CUSIP / ISIN:    773903 AK5 / US773903AK55    773903 AL3 / US773903AL39    773903 AM1 / US773903AM12

 

*

A securities rating is not a recommendation to buy, sell or hold securities and may be subject to revision or withdrawal at any time.

**

It is expected that delivery of the Notes will be made against payment therefor on or about August 17, 2021, which is the tenth business day following the date hereof (such settlement cycle being referred to as “T+10”). Pursuant to Rule 15c6-1 under the Securities Exchange Act of 1934, trades in the secondary market generally are required to settle in two business days unless the parties to any such trade expressly agree otherwise. Accordingly, purchasers who wish to trade the notes more than two business days prior to the settlement date will be required, by virtue of the fact that the notes initially will settle in T+10, to specify an alternative settlement cycle at the time of any such trade to prevent failed settlement. Purchasers of the notes who wish to trade such notes more than two business days prior to the settlement date should consult their own advisors.

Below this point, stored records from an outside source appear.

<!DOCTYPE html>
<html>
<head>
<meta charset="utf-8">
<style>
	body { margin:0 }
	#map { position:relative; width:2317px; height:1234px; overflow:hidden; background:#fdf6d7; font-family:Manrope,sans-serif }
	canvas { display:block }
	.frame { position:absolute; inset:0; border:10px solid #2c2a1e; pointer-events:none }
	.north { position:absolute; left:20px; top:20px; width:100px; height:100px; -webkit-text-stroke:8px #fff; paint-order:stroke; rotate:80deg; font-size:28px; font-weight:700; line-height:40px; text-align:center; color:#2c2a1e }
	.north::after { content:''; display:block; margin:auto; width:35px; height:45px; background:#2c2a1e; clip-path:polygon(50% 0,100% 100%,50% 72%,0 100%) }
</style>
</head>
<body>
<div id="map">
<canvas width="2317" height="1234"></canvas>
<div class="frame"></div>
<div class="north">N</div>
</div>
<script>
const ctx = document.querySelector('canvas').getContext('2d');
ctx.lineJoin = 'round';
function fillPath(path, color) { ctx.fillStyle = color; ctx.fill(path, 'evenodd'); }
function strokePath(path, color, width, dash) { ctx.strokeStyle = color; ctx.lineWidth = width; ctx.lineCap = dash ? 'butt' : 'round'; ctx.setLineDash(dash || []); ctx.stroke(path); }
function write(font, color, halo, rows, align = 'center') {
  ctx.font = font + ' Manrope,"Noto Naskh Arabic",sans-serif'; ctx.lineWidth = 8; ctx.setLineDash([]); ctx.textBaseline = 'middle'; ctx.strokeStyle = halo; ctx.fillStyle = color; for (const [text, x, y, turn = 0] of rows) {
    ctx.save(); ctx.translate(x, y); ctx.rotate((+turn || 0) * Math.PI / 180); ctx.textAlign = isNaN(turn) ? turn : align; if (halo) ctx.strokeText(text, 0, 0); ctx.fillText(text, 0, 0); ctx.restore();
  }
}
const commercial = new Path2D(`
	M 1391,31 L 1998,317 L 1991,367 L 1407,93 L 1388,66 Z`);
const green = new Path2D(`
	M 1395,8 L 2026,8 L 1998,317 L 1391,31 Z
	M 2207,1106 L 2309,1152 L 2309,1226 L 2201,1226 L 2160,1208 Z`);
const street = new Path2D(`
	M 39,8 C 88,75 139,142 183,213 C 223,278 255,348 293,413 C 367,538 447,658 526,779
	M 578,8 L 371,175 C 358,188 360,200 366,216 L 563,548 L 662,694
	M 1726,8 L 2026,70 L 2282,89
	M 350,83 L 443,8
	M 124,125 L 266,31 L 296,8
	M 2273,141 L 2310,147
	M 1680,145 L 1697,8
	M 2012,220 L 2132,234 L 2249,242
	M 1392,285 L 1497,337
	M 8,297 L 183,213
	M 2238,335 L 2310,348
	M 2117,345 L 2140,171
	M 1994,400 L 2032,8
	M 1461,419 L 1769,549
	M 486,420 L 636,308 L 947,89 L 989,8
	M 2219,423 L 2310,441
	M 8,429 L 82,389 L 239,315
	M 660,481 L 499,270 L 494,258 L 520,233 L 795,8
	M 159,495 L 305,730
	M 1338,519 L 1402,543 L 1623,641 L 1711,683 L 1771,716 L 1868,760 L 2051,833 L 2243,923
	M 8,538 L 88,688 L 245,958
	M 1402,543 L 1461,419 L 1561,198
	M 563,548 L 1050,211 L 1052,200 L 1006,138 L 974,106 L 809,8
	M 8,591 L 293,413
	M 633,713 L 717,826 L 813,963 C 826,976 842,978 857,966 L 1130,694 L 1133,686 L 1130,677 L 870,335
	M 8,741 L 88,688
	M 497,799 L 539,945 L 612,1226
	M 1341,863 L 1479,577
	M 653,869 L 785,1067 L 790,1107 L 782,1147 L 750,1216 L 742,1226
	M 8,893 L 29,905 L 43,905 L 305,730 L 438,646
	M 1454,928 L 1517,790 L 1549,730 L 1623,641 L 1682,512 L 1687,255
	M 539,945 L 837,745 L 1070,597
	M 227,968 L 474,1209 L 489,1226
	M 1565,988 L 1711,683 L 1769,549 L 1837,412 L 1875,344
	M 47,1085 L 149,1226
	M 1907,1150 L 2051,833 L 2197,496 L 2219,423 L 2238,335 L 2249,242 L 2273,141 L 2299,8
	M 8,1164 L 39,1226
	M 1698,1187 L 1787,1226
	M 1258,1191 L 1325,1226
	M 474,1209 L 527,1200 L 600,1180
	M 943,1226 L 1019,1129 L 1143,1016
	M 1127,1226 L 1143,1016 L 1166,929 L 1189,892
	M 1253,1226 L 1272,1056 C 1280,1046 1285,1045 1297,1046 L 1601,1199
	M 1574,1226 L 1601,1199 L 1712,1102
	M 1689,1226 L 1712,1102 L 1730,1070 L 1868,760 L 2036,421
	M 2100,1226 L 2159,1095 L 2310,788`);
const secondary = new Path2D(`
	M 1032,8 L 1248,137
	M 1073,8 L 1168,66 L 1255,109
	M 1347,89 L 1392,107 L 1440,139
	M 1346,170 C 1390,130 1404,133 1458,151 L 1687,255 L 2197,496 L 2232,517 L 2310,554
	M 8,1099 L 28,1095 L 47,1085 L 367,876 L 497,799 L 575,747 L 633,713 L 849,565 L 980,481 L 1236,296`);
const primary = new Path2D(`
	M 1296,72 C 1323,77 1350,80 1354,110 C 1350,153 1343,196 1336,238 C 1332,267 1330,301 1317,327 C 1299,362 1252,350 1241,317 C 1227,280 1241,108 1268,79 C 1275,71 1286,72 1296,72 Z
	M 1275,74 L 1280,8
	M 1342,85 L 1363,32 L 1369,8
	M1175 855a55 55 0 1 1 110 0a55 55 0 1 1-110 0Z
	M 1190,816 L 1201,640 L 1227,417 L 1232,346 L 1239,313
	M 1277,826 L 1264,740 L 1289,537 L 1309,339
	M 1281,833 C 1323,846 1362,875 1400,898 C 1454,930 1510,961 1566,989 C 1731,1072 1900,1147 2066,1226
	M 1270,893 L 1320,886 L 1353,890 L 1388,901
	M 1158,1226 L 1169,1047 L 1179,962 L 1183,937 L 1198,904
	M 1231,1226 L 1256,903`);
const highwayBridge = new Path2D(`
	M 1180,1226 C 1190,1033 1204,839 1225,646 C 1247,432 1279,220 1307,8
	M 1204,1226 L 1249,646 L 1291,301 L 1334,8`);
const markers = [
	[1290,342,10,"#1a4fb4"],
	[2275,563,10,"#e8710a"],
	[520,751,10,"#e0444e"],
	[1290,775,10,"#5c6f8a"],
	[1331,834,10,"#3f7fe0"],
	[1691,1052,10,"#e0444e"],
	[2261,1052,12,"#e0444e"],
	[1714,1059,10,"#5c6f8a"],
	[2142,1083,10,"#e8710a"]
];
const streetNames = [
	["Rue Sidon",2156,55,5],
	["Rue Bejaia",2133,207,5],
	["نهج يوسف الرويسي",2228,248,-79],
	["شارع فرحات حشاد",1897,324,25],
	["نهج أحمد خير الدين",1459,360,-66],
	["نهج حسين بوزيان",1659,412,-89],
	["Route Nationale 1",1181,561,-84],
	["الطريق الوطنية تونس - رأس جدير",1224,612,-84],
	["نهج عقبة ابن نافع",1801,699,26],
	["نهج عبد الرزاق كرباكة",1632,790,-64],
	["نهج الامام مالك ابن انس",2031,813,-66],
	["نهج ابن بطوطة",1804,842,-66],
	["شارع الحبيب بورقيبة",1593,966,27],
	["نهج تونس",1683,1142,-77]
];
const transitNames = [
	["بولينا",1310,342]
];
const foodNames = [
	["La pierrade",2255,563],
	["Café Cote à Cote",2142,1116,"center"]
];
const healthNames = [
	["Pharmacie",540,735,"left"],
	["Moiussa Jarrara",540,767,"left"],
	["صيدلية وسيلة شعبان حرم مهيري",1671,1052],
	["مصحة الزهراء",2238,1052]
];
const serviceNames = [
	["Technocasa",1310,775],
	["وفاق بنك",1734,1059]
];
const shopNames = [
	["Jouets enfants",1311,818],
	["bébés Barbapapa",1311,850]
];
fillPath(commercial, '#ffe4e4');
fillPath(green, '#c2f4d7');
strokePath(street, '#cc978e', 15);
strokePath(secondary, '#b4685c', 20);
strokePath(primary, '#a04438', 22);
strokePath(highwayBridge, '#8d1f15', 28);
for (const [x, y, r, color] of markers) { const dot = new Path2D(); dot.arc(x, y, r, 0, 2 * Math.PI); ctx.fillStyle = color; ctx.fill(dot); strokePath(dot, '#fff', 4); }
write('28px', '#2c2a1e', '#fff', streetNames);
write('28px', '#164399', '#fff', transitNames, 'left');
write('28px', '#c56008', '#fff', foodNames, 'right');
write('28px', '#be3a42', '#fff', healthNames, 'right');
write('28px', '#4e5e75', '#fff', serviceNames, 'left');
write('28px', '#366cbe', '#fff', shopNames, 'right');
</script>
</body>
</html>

The issuer has filed a registration statement (including a prospectus) with the SEC for the offering to which this communication relates. Before you invest, you should read the prospectus in that registration statement and other documents the issuer has filed with the SEC for more complete information about the issuer and this offering. You may get these documents for free by visiting EDGAR on the SEC website at www.sec.gov. Alternatively, the issuer, any underwriter or any dealer participating in the offering will arrange to send you the prospectus if you request it by calling BofA Securities, Inc. at 1-800-294-1322, Goldman Sachs & Co. LLC at 1-212-902-1171, Loop Capital Markets LLC at 1-312-913-4900 or Wells Fargo Securities, LLC at 1-800-645-3751.

This pricing term sheet supplements and, to the extent inconsistent, supersedes the preliminary form of prospectus supplement filed with the SEC by Rockwell Automation, Inc. on August 3, 2021 relating to the Prospectus dated December 14, 2018.

Any disclaimer or other notice that may appear below is not applicable to this communication and should be disregarded. Such disclaimer or notice was automatically generated as a result of this communication being sent by Bloomberg or another email system.